What is needed:
Restate word for word the line containing "List all place" and all remaining lines of the entries below.
_____
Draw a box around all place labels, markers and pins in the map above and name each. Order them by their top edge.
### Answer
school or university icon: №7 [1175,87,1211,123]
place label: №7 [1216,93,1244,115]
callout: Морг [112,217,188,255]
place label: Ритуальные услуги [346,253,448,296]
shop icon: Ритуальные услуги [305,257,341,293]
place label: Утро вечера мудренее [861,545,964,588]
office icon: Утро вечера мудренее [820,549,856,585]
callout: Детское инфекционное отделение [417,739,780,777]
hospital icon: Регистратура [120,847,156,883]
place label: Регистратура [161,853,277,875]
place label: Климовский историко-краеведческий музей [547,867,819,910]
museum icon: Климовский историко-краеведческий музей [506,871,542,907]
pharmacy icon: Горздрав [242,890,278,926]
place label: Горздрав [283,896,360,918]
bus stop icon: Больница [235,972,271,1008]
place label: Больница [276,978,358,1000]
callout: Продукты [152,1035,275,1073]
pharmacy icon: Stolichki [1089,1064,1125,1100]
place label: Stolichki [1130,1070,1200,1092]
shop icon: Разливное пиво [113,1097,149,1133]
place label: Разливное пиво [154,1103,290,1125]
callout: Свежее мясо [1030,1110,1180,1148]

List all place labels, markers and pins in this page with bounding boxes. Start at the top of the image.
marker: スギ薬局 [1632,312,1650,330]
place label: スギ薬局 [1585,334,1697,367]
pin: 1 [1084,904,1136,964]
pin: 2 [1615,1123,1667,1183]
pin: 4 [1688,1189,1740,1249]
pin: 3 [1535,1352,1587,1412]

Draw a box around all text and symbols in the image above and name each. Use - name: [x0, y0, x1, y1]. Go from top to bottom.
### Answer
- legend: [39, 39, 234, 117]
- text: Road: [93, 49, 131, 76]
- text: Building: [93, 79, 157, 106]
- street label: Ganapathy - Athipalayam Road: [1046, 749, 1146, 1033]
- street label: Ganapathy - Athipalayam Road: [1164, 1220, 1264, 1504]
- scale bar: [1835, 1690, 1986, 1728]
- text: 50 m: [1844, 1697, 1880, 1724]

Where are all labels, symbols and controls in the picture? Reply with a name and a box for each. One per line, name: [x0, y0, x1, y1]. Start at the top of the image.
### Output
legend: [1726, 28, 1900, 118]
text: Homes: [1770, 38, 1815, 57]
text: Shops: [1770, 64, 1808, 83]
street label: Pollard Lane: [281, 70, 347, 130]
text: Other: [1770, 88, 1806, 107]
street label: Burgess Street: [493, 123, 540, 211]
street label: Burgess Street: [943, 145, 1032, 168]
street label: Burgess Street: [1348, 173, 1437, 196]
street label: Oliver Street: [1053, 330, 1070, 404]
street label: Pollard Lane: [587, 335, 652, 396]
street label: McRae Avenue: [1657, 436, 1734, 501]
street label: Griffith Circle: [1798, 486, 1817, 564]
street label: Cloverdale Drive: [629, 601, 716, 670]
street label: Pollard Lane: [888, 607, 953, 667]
_____
Task response:
List all place labels, markers and pins in this page with bounding boxes. Start at the top of the image.
marker: スギ薬局 [1632,312,1650,330]
place label: スギ薬局 [1585,334,1697,367]
pin: 1 [1084,904,1136,964]
pin: 2 [1615,1123,1667,1183]
pin: 4 [1688,1189,1740,1249]
pin: 3 [1535,1352,1587,1412]

Draw a box around all text and symbols in the image above and name each. Use - name: [x0, y0, x1, y1]. Go from top to bottom.
### Answer
- legend: [39, 39, 234, 117]
- text: Road: [93, 49, 131, 76]
- text: Building: [93, 79, 157, 106]
- street label: Ganapathy - Athipalayam Road: [1046, 749, 1146, 1033]
- street label: Ganapathy - Athipalayam Road: [1164, 1220, 1264, 1504]
- scale bar: [1835, 1690, 1986, 1728]
- text: 50 m: [1844, 1697, 1880, 1724]

Where are all labels, symbols and controls in the picture? Reply with a name and a box for each. One per line, name: [x0, y0, x1, y1]. Start at the top of the image.
### Output
legend: [1726, 28, 1900, 118]
text: Homes: [1770, 38, 1815, 57]
text: Shops: [1770, 64, 1808, 83]
street label: Pollard Lane: [281, 70, 347, 130]
text: Other: [1770, 88, 1806, 107]
street label: Burgess Street: [493, 123, 540, 211]
street label: Burgess Street: [943, 145, 1032, 168]
street label: Burgess Street: [1348, 173, 1437, 196]
street label: Oliver Street: [1053, 330, 1070, 404]
street label: Pollard Lane: [587, 335, 652, 396]
street label: McRae Avenue: [1657, 436, 1734, 501]
street label: Griffith Circle: [1798, 486, 1817, 564]
street label: Cloverdale Drive: [629, 601, 716, 670]
street label: Pollard Lane: [888, 607, 953, 667]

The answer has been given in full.